Organizations that want to start making sense of "big data" have a choice to make. They can employ traditional data warehouse concepts and their existing data warehouse architecture,
deploy the increasingly popular open source Hadoop distributed processing platform or ultimately use some combination of both approaches.
I'm not going to side with the people who seem to imply or state that Hadoop is the only way to do this stuff.
James Kobielus, senior analyst, Forrester Research Inc.
For organizations that want to move beyond basic business intelligence (BI) reporting to in-depth data mining and predictive analytics, the third option will most likely be the best way to go, according to James Kobielus, a senior data management analyst with Cambridge, Mass.-based Forrester Research Inc.
SearchDataManagement.com recently got on the phone with Kobielus to find out how organizations today are gaining valuable insights from huge amounts of fast-flowing data. Kobielus discussed the best ways to use existing data warehouse architectures, the advantages and disadvantages of Hadoop, and gave his assessment of data warehousing vendors in the age of big data. Here are some excerpts from that conversation:
I've seen few different definitions of big data. How does Forrester define the increasingly popular phrase?
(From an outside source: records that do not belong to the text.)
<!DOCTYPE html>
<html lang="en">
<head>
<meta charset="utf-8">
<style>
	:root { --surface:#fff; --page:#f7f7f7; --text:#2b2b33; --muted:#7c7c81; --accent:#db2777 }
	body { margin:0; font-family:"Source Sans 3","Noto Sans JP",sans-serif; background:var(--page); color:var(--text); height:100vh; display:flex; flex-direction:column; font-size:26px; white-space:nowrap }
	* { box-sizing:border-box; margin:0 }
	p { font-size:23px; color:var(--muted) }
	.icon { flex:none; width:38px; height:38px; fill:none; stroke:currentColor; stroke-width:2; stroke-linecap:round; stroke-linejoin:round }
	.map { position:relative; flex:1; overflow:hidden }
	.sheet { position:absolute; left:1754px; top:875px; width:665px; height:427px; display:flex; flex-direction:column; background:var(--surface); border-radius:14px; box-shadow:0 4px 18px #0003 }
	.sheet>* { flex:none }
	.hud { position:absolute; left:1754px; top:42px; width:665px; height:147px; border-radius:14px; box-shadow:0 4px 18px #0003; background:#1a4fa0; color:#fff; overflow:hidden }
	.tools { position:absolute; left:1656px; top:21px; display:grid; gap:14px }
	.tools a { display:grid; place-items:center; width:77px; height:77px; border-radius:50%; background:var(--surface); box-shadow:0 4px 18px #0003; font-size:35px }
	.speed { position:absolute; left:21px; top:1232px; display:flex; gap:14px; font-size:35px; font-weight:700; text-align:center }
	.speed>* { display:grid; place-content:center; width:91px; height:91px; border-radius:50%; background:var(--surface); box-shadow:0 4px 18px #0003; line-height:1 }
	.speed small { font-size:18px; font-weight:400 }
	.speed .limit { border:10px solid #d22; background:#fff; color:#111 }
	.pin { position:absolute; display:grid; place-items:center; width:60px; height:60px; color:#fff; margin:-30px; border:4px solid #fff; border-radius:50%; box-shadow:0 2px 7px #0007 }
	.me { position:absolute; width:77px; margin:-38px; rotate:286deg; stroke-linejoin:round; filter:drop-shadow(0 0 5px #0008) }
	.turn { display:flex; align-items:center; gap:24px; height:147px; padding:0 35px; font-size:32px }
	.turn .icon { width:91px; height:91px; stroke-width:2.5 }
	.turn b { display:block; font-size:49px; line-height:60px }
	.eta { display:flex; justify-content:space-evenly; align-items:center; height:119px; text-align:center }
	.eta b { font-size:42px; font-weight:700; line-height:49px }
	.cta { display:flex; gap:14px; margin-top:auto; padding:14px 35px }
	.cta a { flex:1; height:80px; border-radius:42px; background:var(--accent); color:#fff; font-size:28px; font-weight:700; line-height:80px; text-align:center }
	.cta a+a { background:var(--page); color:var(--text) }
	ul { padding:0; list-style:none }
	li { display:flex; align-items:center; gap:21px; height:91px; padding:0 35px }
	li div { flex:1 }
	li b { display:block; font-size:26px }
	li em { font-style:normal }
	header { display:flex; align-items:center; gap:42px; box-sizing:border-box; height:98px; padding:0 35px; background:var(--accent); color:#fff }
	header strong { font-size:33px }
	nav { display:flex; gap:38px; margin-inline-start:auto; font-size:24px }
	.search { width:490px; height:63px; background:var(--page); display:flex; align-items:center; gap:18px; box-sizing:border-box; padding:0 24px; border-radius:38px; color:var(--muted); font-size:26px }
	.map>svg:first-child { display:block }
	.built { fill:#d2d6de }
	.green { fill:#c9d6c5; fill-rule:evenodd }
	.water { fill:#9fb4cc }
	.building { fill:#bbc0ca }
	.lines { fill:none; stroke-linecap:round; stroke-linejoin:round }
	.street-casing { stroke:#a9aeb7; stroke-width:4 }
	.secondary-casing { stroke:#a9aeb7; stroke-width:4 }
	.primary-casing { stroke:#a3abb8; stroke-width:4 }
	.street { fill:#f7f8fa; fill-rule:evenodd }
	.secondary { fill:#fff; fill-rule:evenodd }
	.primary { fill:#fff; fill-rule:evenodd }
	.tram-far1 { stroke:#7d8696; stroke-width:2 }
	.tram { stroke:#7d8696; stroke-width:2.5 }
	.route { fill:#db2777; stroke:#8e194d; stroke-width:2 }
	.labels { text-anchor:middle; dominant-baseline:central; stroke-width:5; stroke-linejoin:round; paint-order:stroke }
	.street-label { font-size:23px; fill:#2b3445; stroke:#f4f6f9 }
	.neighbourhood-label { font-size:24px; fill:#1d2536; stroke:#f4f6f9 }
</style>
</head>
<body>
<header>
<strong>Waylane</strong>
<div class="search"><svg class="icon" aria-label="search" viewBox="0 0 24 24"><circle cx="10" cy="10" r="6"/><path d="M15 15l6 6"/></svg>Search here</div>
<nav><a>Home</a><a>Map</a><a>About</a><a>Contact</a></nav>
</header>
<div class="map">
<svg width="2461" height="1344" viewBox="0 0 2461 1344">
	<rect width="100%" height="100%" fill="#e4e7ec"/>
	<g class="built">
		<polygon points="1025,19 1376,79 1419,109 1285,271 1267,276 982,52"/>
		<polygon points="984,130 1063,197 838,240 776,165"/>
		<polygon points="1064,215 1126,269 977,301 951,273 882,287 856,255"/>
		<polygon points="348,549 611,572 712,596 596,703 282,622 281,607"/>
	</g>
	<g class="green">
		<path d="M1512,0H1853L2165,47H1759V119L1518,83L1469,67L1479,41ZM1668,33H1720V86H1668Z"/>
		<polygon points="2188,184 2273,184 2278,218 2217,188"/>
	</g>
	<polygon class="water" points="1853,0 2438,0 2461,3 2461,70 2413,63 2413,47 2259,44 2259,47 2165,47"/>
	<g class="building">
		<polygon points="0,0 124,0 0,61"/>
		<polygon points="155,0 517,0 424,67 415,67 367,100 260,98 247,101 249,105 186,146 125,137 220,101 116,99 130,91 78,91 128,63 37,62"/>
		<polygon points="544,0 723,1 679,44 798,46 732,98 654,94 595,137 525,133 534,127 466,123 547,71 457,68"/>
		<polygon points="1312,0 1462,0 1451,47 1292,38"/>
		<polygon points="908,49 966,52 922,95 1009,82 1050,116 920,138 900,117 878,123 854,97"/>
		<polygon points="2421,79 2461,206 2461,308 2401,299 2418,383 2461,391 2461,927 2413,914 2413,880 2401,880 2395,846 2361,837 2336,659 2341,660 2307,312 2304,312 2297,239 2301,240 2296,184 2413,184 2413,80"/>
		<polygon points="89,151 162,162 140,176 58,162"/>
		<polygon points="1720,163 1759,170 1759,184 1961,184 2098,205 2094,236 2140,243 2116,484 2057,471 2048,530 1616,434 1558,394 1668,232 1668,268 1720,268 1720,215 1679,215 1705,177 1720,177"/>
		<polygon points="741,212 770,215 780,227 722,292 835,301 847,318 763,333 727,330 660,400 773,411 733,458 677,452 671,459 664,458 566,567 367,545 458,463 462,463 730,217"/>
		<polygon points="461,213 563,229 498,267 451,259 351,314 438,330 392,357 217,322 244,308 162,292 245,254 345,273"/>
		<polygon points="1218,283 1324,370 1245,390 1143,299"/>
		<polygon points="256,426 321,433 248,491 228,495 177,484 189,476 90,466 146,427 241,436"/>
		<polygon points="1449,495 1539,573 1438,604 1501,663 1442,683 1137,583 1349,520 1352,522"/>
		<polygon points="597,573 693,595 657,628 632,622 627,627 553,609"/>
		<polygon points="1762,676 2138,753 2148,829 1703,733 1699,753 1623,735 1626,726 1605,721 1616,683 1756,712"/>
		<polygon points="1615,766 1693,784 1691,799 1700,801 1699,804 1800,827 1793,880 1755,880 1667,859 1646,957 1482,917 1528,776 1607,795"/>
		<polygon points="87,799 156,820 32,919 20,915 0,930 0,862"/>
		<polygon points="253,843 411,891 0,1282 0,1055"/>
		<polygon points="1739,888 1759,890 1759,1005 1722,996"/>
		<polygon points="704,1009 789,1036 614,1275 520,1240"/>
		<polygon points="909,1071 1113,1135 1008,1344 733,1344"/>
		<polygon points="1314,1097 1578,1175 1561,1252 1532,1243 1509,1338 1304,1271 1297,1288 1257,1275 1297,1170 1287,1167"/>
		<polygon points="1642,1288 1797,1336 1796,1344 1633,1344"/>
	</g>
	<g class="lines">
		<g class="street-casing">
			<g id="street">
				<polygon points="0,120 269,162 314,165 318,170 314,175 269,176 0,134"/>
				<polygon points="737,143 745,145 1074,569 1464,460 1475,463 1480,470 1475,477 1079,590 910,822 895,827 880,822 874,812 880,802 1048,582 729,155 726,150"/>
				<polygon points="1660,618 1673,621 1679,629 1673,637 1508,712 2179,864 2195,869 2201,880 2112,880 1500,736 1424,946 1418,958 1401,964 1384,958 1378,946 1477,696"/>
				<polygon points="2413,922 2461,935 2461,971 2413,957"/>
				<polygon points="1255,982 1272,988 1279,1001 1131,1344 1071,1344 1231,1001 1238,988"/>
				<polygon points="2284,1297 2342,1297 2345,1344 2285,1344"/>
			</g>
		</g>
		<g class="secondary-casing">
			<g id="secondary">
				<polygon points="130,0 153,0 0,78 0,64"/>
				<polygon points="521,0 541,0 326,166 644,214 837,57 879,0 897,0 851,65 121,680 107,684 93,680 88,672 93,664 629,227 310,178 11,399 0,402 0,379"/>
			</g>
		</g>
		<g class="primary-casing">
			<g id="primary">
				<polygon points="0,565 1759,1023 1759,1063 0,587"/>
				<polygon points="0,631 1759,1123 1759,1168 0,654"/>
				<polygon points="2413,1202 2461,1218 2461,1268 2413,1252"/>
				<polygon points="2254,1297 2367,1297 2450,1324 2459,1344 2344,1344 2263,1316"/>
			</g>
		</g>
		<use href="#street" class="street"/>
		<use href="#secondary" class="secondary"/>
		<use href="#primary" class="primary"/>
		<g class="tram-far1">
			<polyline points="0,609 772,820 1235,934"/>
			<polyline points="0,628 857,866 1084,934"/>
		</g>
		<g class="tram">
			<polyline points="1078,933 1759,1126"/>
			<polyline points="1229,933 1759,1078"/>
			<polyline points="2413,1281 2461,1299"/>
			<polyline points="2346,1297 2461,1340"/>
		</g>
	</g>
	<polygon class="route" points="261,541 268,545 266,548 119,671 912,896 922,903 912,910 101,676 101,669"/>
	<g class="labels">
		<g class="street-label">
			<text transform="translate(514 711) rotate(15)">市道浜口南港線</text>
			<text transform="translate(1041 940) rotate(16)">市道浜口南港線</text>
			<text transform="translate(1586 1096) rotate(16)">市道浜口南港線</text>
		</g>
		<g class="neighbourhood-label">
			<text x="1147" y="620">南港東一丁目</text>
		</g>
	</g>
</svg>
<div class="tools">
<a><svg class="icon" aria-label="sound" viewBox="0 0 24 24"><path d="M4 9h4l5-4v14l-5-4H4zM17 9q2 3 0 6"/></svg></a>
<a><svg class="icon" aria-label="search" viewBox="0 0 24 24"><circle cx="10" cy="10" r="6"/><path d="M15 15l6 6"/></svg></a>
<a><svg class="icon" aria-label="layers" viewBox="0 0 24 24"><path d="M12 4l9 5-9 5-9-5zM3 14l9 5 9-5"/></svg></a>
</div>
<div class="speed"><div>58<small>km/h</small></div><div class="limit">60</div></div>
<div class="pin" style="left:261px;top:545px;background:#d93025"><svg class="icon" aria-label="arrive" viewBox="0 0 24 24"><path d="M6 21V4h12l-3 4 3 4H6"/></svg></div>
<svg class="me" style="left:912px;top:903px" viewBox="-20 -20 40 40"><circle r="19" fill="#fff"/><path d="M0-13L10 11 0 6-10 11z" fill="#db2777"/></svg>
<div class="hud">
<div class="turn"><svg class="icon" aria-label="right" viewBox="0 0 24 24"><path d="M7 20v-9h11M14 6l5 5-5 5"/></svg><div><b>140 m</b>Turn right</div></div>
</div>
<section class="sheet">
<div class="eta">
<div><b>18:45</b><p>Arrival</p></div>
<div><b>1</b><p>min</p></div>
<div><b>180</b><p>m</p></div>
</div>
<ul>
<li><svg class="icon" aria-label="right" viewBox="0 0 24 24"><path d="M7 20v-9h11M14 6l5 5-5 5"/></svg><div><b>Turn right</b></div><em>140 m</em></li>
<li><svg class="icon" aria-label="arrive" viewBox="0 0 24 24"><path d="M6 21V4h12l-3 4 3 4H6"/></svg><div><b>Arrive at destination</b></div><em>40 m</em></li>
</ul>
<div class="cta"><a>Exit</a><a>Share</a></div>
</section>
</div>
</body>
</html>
James Kobielus: Big data refers to a paradigm for extremely scalable analytics. I like to use the phrase 'extremely scalable analytics' as the heart of what people mean by big data and all of its manifestations. To some degree people talk about the three Vs. There is the volume of data -- terabytes to petabytes and beyond. There is the velocity of data -- or real time acquisition, transformation, query and access. There is the variety of data. There is a huge range of structured and unstructured and semi-structured sources. The analytics aspect refers to everything in the kitchen sink that you might use to extract meaning from all of those data sets.
What do organizations need to know about data warehouse concepts to start making sense of big data today?
Kobielus: I think there's three ways in which a data warehouse helps you make sense of great gobs of data. Number one: In an enterprise data warehouse, you organize data in terms of subject areas, and quite often those subject areas are persisted in, for example, OLAP cubes that are either physically materialized or logically partitioned in a data warehousing architecture. [In other words, you] have customer data in one partition, you have financial data in another, human resources data in a third and so on. That helps you make sense of the data in terms of its relevance to particular downstream applications and users. That is the core of data warehousing database administration. That's Inmon and Kimball and so on, and that's one way in which you should use the data warehouse to make sense of big data.
What is the second way to start making sense of big data?
Kobielus: Number two [centers on] the notion of in-database analytics and using the data warehouse to execute data profiling, data cleansing and data mining or regression analysis to do segmentation of data. In other words, it's about using the full suite of data mining capabilities but executing them within the data warehouse. This helps you make sense of that data because you're using data mining or you're using regression analysis to essentially look for patterns in the data sets. You then use in-database data mining to populate downstream analytical data marts used by data mining and statistical modeling professionals who build visualizations of complex patterns. [For example, they use those patterns to identify] influential customers to whom you should make targeted offers. Using in-database analytics and things like MapReduce to automate more of that data mining in a highly-parallel and highly-scalable database architecture helps you make sense of all that data.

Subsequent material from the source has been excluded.